TASK STATEMENT: Set down the entries that follow exactly as written, leaving out any images.

AVAILABLE DATA:
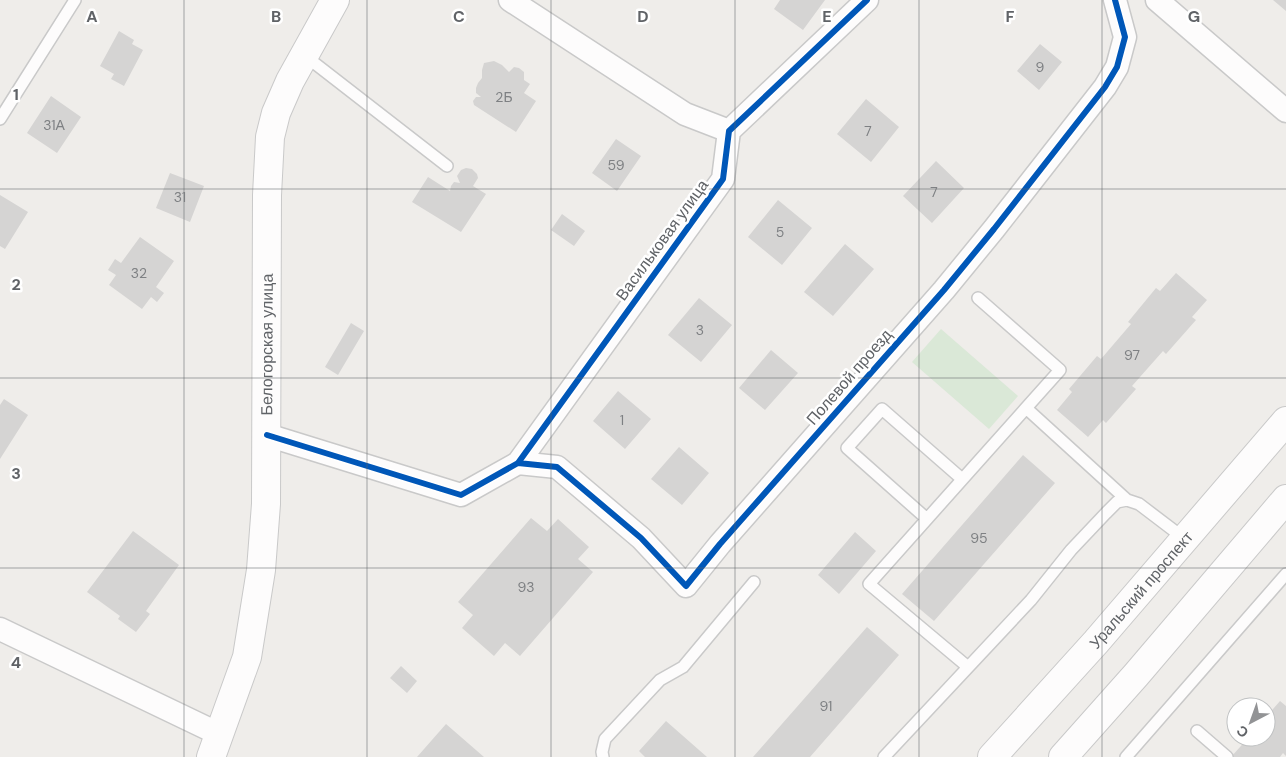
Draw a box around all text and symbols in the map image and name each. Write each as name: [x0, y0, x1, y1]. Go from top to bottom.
text: A: [86, 6, 98, 27]
text: B: [271, 6, 281, 27]
text: C: [453, 6, 465, 27]
text: D: [637, 6, 649, 27]
text: E: [822, 6, 832, 27]
text: F: [1006, 6, 1015, 27]
text: G: [1188, 6, 1200, 27]
house number: 9: [1036, 58, 1045, 76]
text: 1: [13, 84, 19, 105]
house number: 2Б: [495, 88, 513, 106]
house number: 31А: [43, 116, 66, 134]
house number: 7: [864, 122, 872, 140]
house number: 59: [608, 156, 625, 174]
street label: Васильковая улица: [611, 175, 713, 305]
house number: 7: [930, 183, 938, 201]
house number: 31: [174, 188, 186, 206]
house number: 5: [776, 223, 784, 241]
house number: 32: [131, 264, 147, 282]
text: 2: [11, 274, 21, 295]
street label: Белогорская улица: [256, 274, 277, 416]
house number: 3: [696, 321, 704, 339]
street label: Полевой проезд: [802, 324, 897, 429]
house number: 97: [1124, 346, 1140, 364]
house number: 1: [620, 411, 624, 429]
text: 3: [11, 463, 21, 484]
street label: Уральский проспект: [1085, 526, 1198, 653]
house number: 95: [970, 529, 988, 547]
house number: 93: [518, 578, 534, 596]
text: 4: [11, 652, 21, 673]
house number: 91: [820, 697, 832, 715]
north arrow: [1226, 697, 1276, 747]
text: С: [1233, 722, 1252, 742]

COMPLETED TASK:
Draw a box around all text and symbols in the map image and name each. Write each as name: [x0, y0, x1, y1]. Go from top to bottom.
text: A: [86, 6, 98, 27]
text: B: [271, 6, 281, 27]
text: C: [453, 6, 465, 27]
text: D: [637, 6, 649, 27]
text: E: [822, 6, 832, 27]
text: F: [1006, 6, 1015, 27]
text: G: [1188, 6, 1200, 27]
house number: 9: [1036, 58, 1045, 76]
text: 1: [13, 84, 19, 105]
house number: 2Б: [495, 88, 513, 106]
house number: 31А: [43, 116, 66, 134]
house number: 7: [864, 122, 872, 140]
house number: 59: [608, 156, 625, 174]
street label: Васильковая улица: [611, 175, 713, 305]
house number: 7: [930, 183, 938, 201]
house number: 31: [174, 188, 186, 206]
house number: 5: [776, 223, 784, 241]
house number: 32: [131, 264, 147, 282]
text: 2: [11, 274, 21, 295]
street label: Белогорская улица: [256, 274, 277, 416]
house number: 3: [696, 321, 704, 339]
street label: Полевой проезд: [802, 324, 897, 429]
house number: 97: [1124, 346, 1140, 364]
house number: 1: [620, 411, 624, 429]
text: 3: [11, 463, 21, 484]
street label: Уральский проспект: [1085, 526, 1198, 653]
house number: 95: [970, 529, 988, 547]
house number: 93: [518, 578, 534, 596]
text: 4: [11, 652, 21, 673]
house number: 91: [820, 697, 832, 715]
north arrow: [1226, 697, 1276, 747]
text: С: [1233, 722, 1252, 742]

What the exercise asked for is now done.